What’s especially attractive is that the welfare state is very small in Singapore. According to the IMF (see page 44), expenditures on “social development” are only about 8 percent of GDP, and that category includes education and health care. If you peruse Singapore budget documents, spending on “transfers” is well under 5 percent of economic output.
Either figure is far below levels of redistribution in other developed nations.
One of the reasons the welfare state is so small is that individuals are required to set aside their own money for health and retirement.
And since the burden of spending is modest, that enables Singapore to have a non-oppressive tax regime.
That’s the good news. The bad news is that a value-added tax was imposed back in the 1990s. Though the rate has stayed low (so far) and hasn’t (yet) become a money machine for big government.
Singapore is also very good in areas other than fiscal policy. It is a shining example of the benefits of open trade. It ranks very highly for rule of law. And there’s very little regulation.
Indeed, Singapore has consistently ranked #2 for economic freedom in recent decades, trailing only Hong Kong (the U.S. briefly edged out Singapore for second place after all the market-friendly reforms of the Reagan and Clinton years, but now we trail by a wide margin thanks to the statism of the Bush-Obama years).
Here’s a graph from Economic Freedom of the World showing how Singapore started at a decent point in 1970 and then had a 20-year period of improvement (most because of deregulation and better monetary policy).
As I repeatedly argue, if you want good economic results, you need good policy.
And that's exactly the story of Singapore.
I'm currently in the country because I spoke earlier today at a conference on global investment (the audience got quite excited when I explained the effort to defund the OECD).
Walking the streets, it's hard not to be impressed by the widespread prosperity of the jurisdiction. Sleek buildings. Fancy shops. Lots of professionals.

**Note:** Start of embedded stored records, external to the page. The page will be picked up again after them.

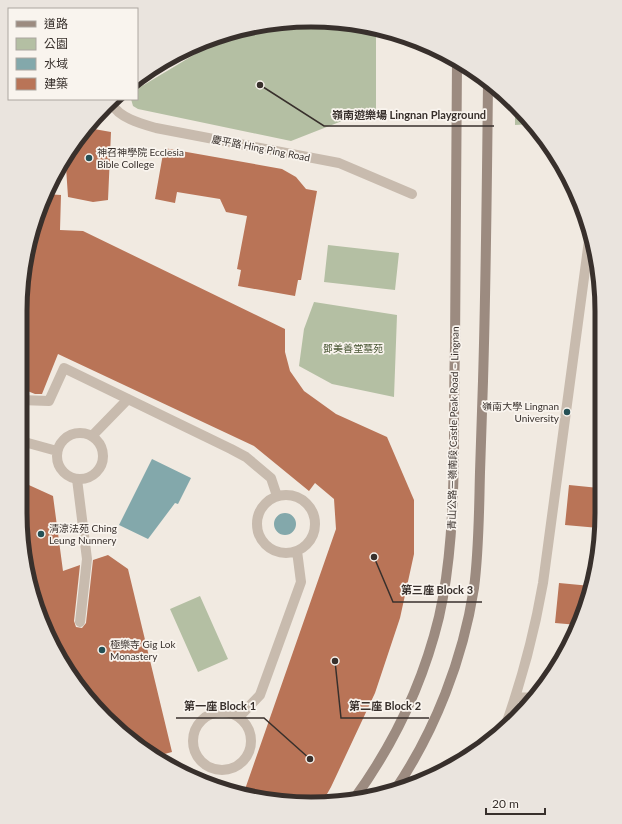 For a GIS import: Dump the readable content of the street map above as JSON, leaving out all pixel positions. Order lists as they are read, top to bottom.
{
  "streets": {
    "main road": ["青山公路－嶺南段 Castle Peak Road – Lingnan"],
    "street": ["慶平路 Hing Ping Road"]
  },
  "parks": ["鄧美善堂墓苑"],
  "places": [
    "嶺南遊樂場 Lingnan Playground",
    "神召神學院 Ecclesia Bible College",
    "嶺南大學 Lingnan University",
    "清涼法苑 Ching Leung Nunnery",
    "第三座 Block 3",
    "極樂寺 Gig Lok Monastery",
    "第二座 Block 2",
    "第一座 Block 1"
  ],
  "legend": [
    "道路",
    "公園",
    "水域",
    "建築"
  ],
  "scale_bar": "20 m"
} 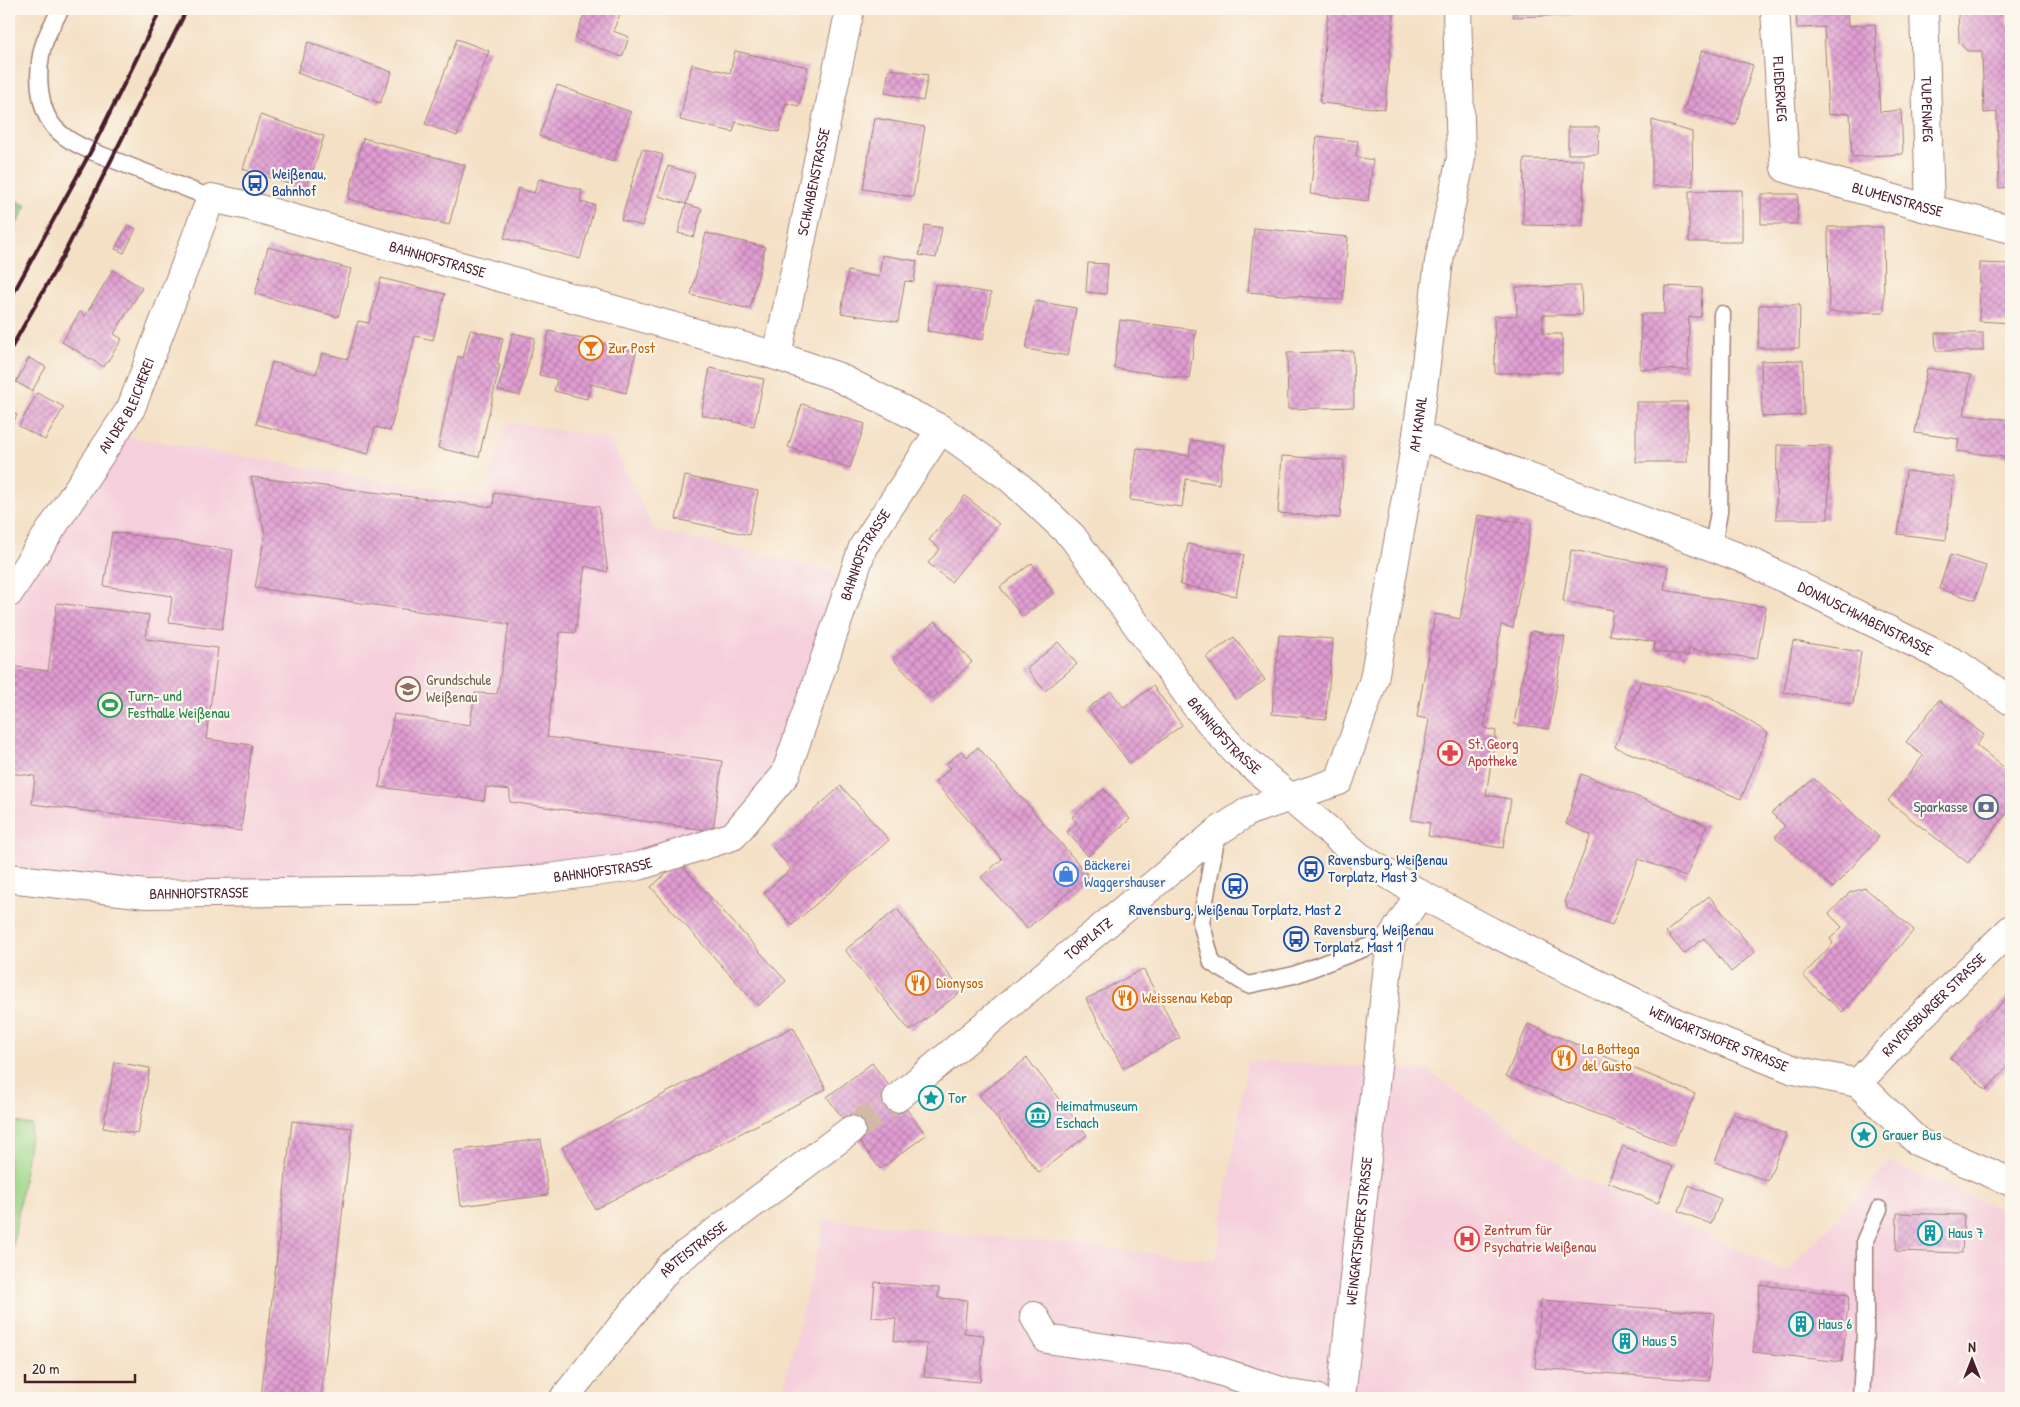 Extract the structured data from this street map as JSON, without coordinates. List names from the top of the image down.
{
  "streets": {
    "street": [
      "FLIEDERWEG",
      "TULPENWEG",
      "SCHWABENSTRASSE",
      "BLUMENSTRASSE",
      "BAHNHOFSTRASSE",
      "AN DER BLEICHEREI",
      "AM KANAL",
      "DONAUSCHWABENSTRASSE",
      "TORPLATZ",
      "RAVENSBURGER STRASSE",
      "WEINGARTSHOFER STRASSE",
      "ABTEISTRASSE"
    ]
  },
  "crossings": [
    ["FLIEDERWEG", "BLUMENSTRASSE"],
    ["TULPENWEG", "BLUMENSTRASSE"],
    ["SCHWABENSTRASSE", "BAHNHOFSTRASSE"],
    ["BAHNHOFSTRASSE", "AN DER BLEICHEREI"],
    ["BAHNHOFSTRASSE", "AM KANAL"],
    ["BAHNHOFSTRASSE", "TORPLATZ"],
    ["BAHNHOFSTRASSE", "WEINGARTSHOFER STRASSE"],
    ["AM KANAL", "DONAUSCHWABENSTRASSE"],
    ["AM KANAL", "TORPLATZ"],
    ["AM KANAL", "WEINGARTSHOFER STRASSE"],
    ["TORPLATZ", "WEINGARTSHOFER STRASSE"],
    ["RAVENSBURGER STRASSE", "WEINGARTSHOFER STRASSE"]
  ],
  "places": {
    "bus stop": [
      "Weißenau, Bahnhof",
      "Ravensburg, Weißenau Torplatz, Mast 3",
      "Ravensburg, Weißenau Torplatz, Mast 2",
      "Ravensburg, Weißenau Torplatz, Mast 1"
    ],
    "bar": ["Zur Post"],
    "school or university": ["Grundschule Weißenau"],
    "sports": ["Turn- und Festhalle Weißenau"],
    "pharmacy": ["St. Georg Apotheke"],
    "bank": ["Sparkasse"],
    "shop": ["Bäckerei Waggershauser"],
    "restaurant": ["Dionysos", "Weissenau Kebap", "La Bottega del Gusto"],
    "place": ["Tor", "Grauer Bus"],
    "museum": ["Heimatmuseum Eschach"],
    "building": ["Haus 7", "Haus 6", "Haus 5"],
    "hospital": ["Zentrum für Psychatrie Weißenau"]
  },
  "scale_bar": "20 m",
  "north": "top"
}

And ordinary people are the biggest winners. Here's a remarkable chart from Human Progress showing per capita GDP (in $2015 inflation-adjusted dollars) in Singapore and the United States, along with the world average.
As you can see, Singapore used to be far below the United States and somewhat below the world average. Now it is one of the wealthiest places on the planet.
Singapore’s jump from poverty to prosperity is astounding.
What’s really remarkable is that the country was as poor as Jamaica back in the 1960s. But thanks to rapid economic growth, the people of Singapore enjoy very high living standards today.
The moral of the story is that ordinary people in Singapore enjoy prosperity because the government was smart enough to focus on growth and didn’t worry about inequality.